Return the following data exactly, with all pictures left out.

——————————

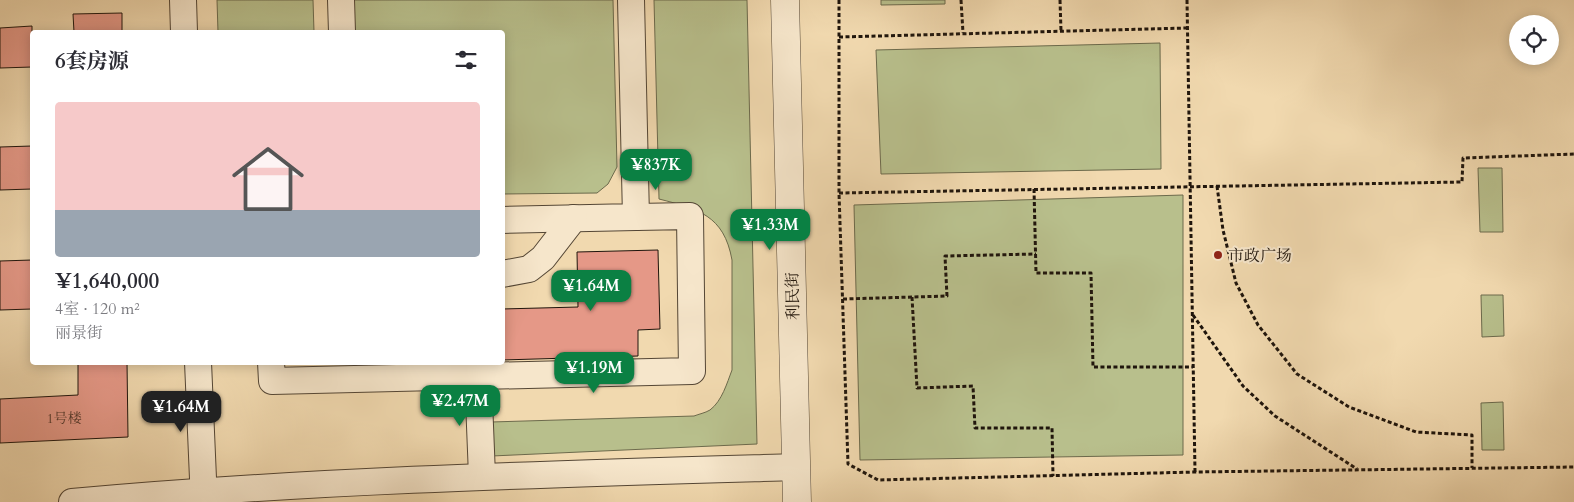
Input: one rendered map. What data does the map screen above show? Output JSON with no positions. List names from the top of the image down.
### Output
{
  "streets": {
    "street": ["利民街"]
  },
  "places": ["市政广场"],
  "house_numbers": ["1号楼"],
  "page": {
    "heading": "6套房源",
    "list": [
      {
        "name": "¥1,640,000",
        "note": "4室 · 120 m² · 丽景街"
      }
    ],
    "price": [
      "¥837K",
      "¥1.33M",
      "¥1.64M",
      "¥1.19M",
      "¥2.47M",
      "¥1.64M"
    ]
  }
}
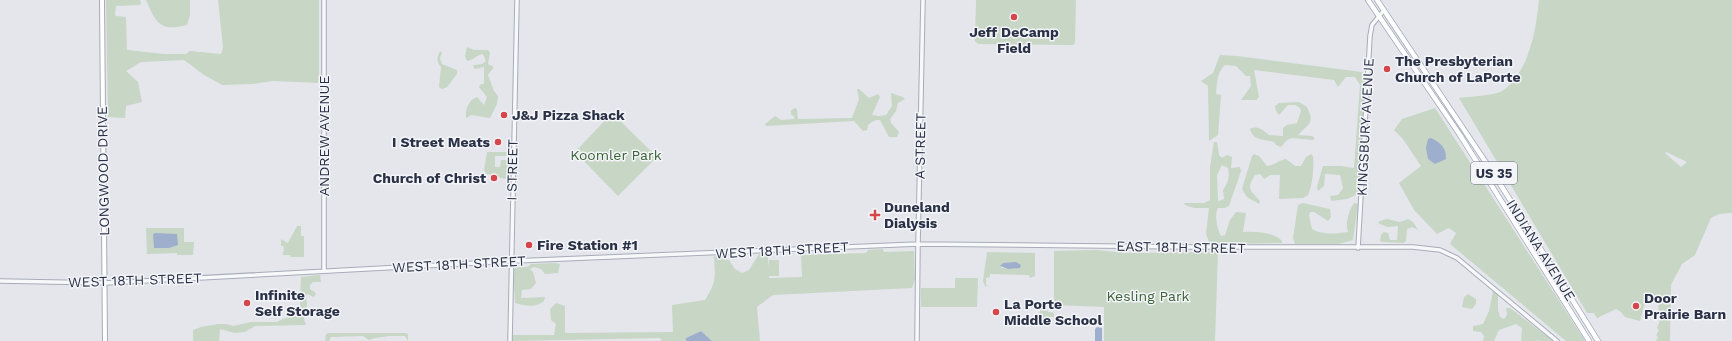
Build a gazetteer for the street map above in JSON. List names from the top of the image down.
{
  "streets": {
    "main road": ["LONGWOOD DRIVE", "US 35", "INDIANA AVENUE"],
    "street": [
      "KINGSBURY AVENUE",
      "ANDREW AVENUE",
      "A STREET",
      "I STREET",
      "EAST 18TH STREET",
      "WEST 18TH STREET"
    ]
  },
  "crossings": [
    ["KINGSBURY AVENUE", "EAST 18TH STREET"],
    ["KINGSBURY AVENUE", "INDIANA AVENUE"],
    ["ANDREW AVENUE", "WEST 18TH STREET"],
    ["A STREET", "EAST 18TH STREET"],
    ["A STREET", "WEST 18TH STREET"],
    ["I STREET", "WEST 18TH STREET"],
    ["LONGWOOD DRIVE", "WEST 18TH STREET"],
    ["EAST 18TH STREET", "WEST 18TH STREET"]
  ],
  "parks": ["Koomler Park", "Kesling Park"],
  "places": {
    "other": [
      "Jeff DeCamp Field",
      "The Presbyterian Church of LaPorte",
      "J&J Pizza Shack",
      "I Street Meats",
      "Church of Christ",
      "Fire Station #1",
      "Infinite Self Storage",
      "Door Prairie Barn",
      "La Porte Middle School"
    ],
    "health": ["Duneland Dialysis"]
  }
}
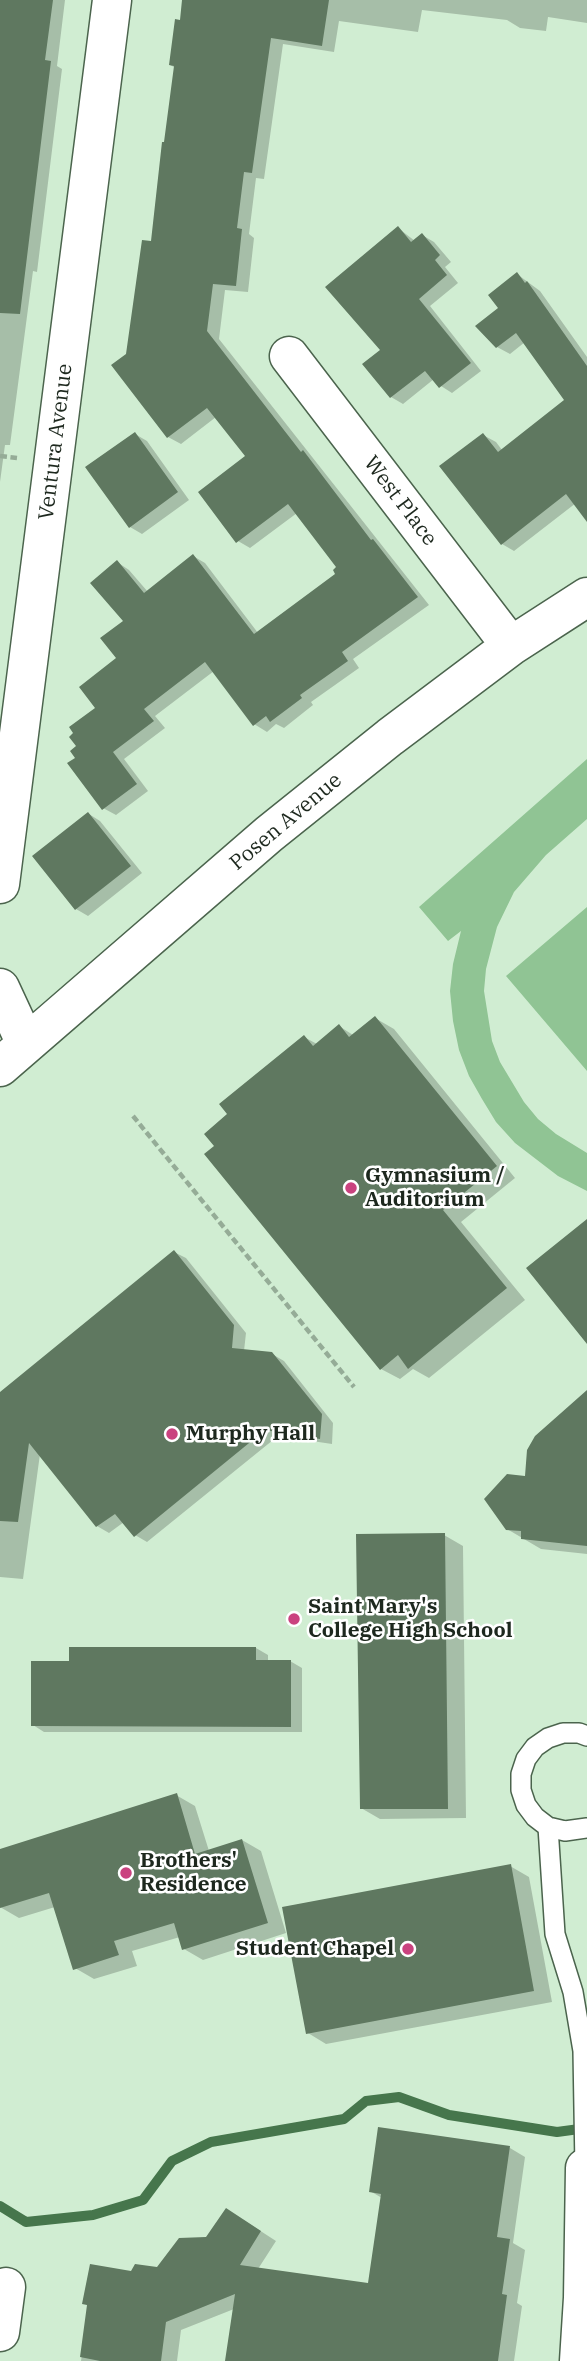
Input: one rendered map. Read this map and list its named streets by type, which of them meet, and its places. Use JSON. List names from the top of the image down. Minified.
{"streets":{"street":["Ventura Avenue","West Place","Posen Avenue"]},"crossings":[["West Place","Posen Avenue"]],"places":["Gymnasium / Auditorium","Murphy Hall","Saint Mary's College High School","Brothers' Residence","Student Chapel"]}
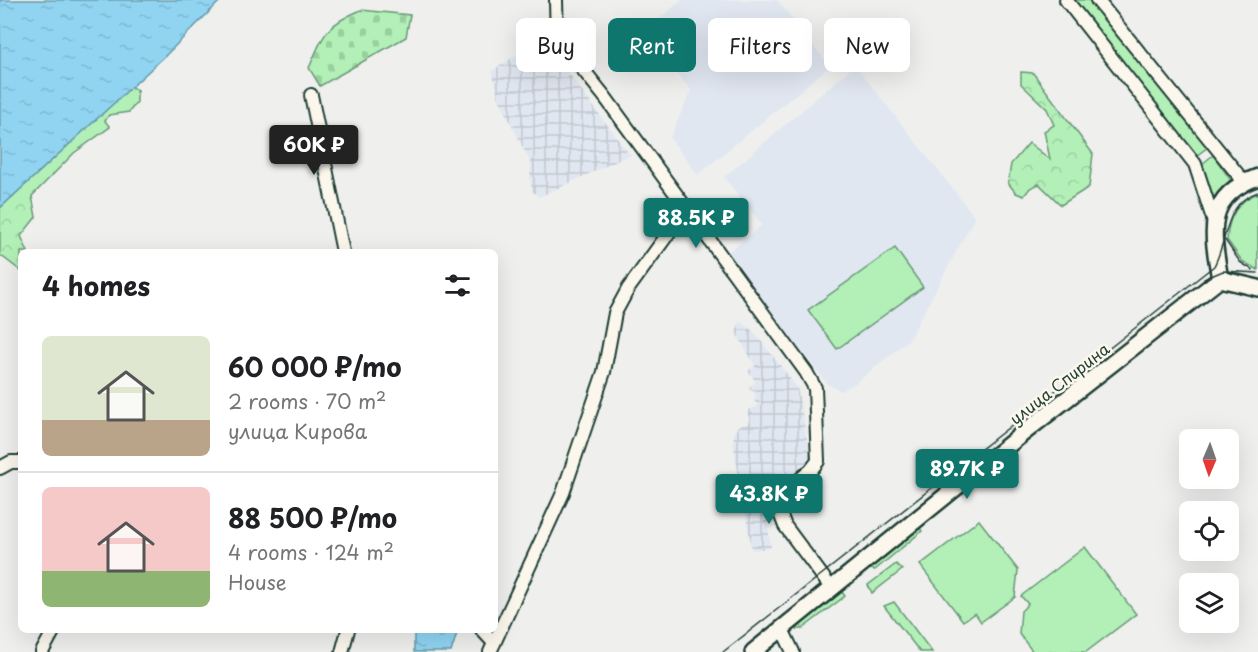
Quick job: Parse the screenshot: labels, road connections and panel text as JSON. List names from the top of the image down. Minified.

——————————

REPLY:
Input: one rendered map. What data does the map screen above show? Output JSON with no positions. List names from the top of the image down.
### Output
{
  "streets": {
    "street": ["利民街"]
  },
  "places": ["市政广场"],
  "house_numbers": ["1号楼"],
  "page": {
    "heading": "6套房源",
    "list": [
      {
        "name": "¥1,640,000",
        "note": "4室 · 120 m² · 丽景街"
      }
    ],
    "price": [
      "¥837K",
      "¥1.33M",
      "¥1.64M",
      "¥1.19M",
      "¥2.47M",
      "¥1.64M"
    ]
  }
}
Build a gazetteer for the street map above in JSON. List names from the top of the image down.
{
  "streets": {
    "main road": ["LONGWOOD DRIVE", "US 35", "INDIANA AVENUE"],
    "street": [
      "KINGSBURY AVENUE",
      "ANDREW AVENUE",
      "A STREET",
      "I STREET",
      "EAST 18TH STREET",
      "WEST 18TH STREET"
    ]
  },
  "crossings": [
    ["KINGSBURY AVENUE", "EAST 18TH STREET"],
    ["KINGSBURY AVENUE", "INDIANA AVENUE"],
    ["ANDREW AVENUE", "WEST 18TH STREET"],
    ["A STREET", "EAST 18TH STREET"],
    ["A STREET", "WEST 18TH STREET"],
    ["I STREET", "WEST 18TH STREET"],
    ["LONGWOOD DRIVE", "WEST 18TH STREET"],
    ["EAST 18TH STREET", "WEST 18TH STREET"]
  ],
  "parks": ["Koomler Park", "Kesling Park"],
  "places": {
    "other": [
      "Jeff DeCamp Field",
      "The Presbyterian Church of LaPorte",
      "J&J Pizza Shack",
      "I Street Meats",
      "Church of Christ",
      "Fire Station #1",
      "Infinite Self Storage",
      "Door Prairie Barn",
      "La Porte Middle School"
    ],
    "health": ["Duneland Dialysis"]
  }
}
Input: one rendered map. Read this map and list its named streets by type, which of them meet, and its places. Use JSON. List names from the top of the image down. Minified.
{"streets":{"street":["Ventura Avenue","West Place","Posen Avenue"]},"crossings":[["West Place","Posen Avenue"]],"places":["Gymnasium / Auditorium","Murphy Hall","Saint Mary's College High School","Brothers' Residence","Student Chapel"]}
Quick job: Parse the screenshot: labels, road connections and panel text as JSON. List names from the top of the image down. Minified.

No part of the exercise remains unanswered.